*YOUR TASK*.
Give back the full listing exactly, setting the pictures aside.

*INFORMATION PROVIDED*.
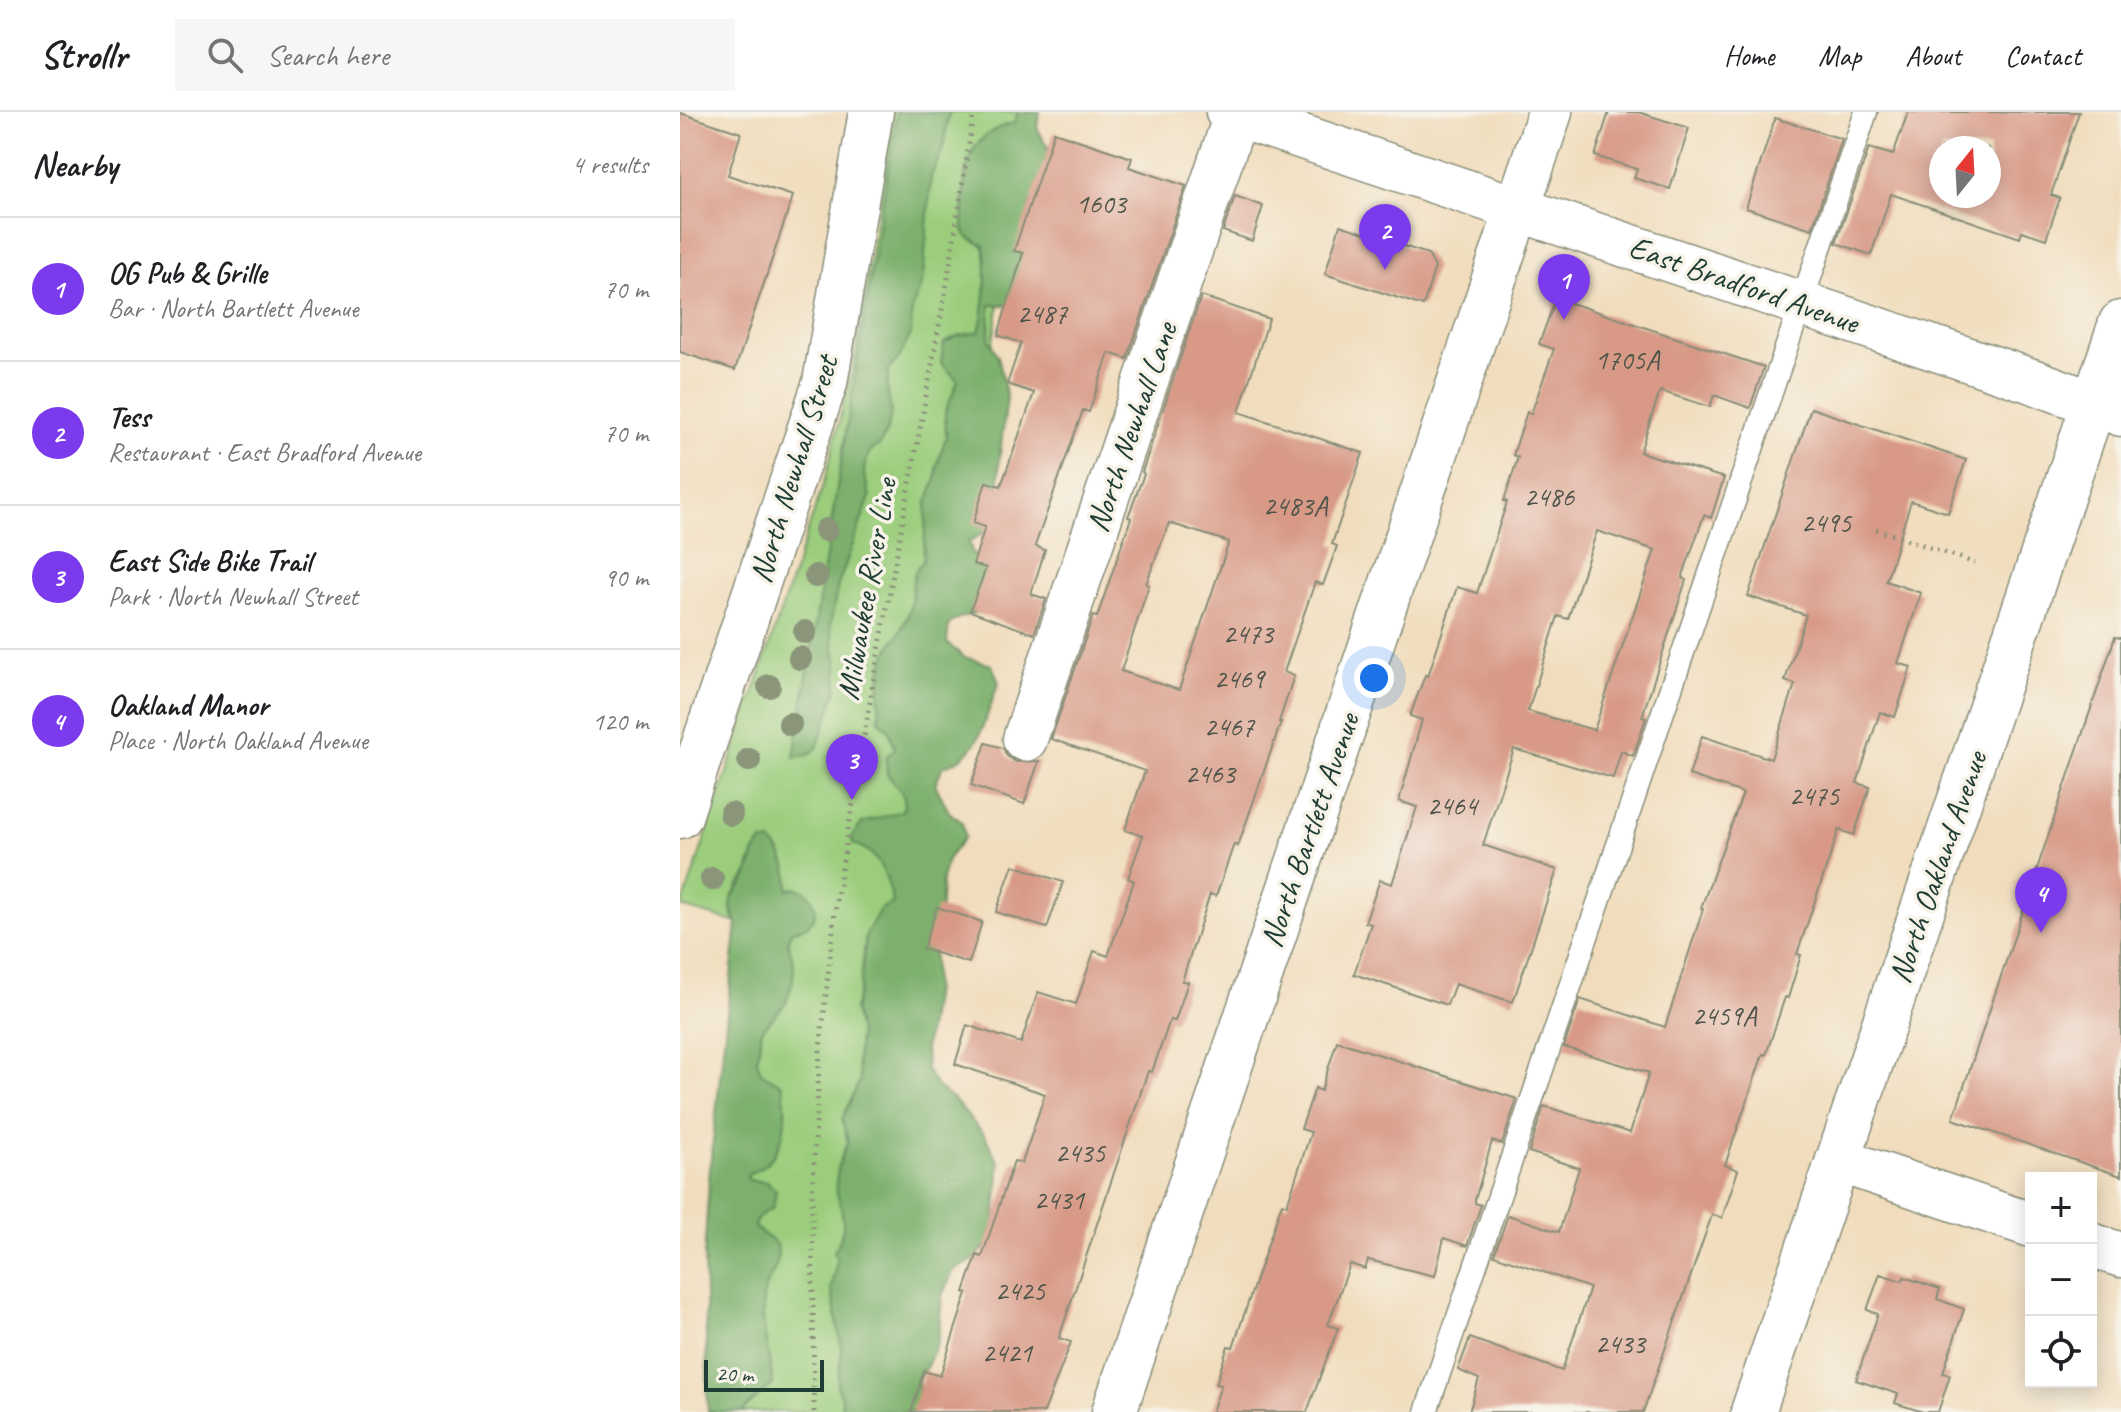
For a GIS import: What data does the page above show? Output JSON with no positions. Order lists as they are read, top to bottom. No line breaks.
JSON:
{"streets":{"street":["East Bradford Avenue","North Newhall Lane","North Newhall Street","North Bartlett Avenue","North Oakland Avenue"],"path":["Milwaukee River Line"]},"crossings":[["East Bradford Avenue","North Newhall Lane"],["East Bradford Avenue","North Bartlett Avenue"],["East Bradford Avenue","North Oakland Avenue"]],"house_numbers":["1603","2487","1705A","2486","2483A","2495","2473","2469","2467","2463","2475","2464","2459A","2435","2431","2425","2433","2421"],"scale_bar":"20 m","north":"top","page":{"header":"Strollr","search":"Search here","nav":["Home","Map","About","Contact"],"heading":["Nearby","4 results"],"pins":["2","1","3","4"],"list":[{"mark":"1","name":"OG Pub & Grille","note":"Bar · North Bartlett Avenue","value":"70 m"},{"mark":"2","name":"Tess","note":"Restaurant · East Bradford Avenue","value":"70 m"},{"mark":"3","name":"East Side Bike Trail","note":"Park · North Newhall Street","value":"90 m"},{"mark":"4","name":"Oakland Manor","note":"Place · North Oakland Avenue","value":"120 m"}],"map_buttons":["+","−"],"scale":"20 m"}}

*TASK RESPONSE*.
For a GIS import: What data does the page above show? Output JSON with no positions. Order lists as they are read, top to bottom. No line breaks.
JSON:
{"streets":{"street":["East Bradford Avenue","North Newhall Lane","North Newhall Street","North Bartlett Avenue","North Oakland Avenue"],"path":["Milwaukee River Line"]},"crossings":[["East Bradford Avenue","North Newhall Lane"],["East Bradford Avenue","North Bartlett Avenue"],["East Bradford Avenue","North Oakland Avenue"]],"house_numbers":["1603","2487","1705A","2486","2483A","2495","2473","2469","2467","2463","2475","2464","2459A","2435","2431","2425","2433","2421"],"scale_bar":"20 m","north":"top","page":{"header":"Strollr","search":"Search here","nav":["Home","Map","About","Contact"],"heading":["Nearby","4 results"],"pins":["2","1","3","4"],"list":[{"mark":"1","name":"OG Pub & Grille","note":"Bar · North Bartlett Avenue","value":"70 m"},{"mark":"2","name":"Tess","note":"Restaurant · East Bradford Avenue","value":"70 m"},{"mark":"3","name":"East Side Bike Trail","note":"Park · North Newhall Street","value":"90 m"},{"mark":"4","name":"Oakland Manor","note":"Place · North Oakland Avenue","value":"120 m"}],"map_buttons":["+","−"],"scale":"20 m"}}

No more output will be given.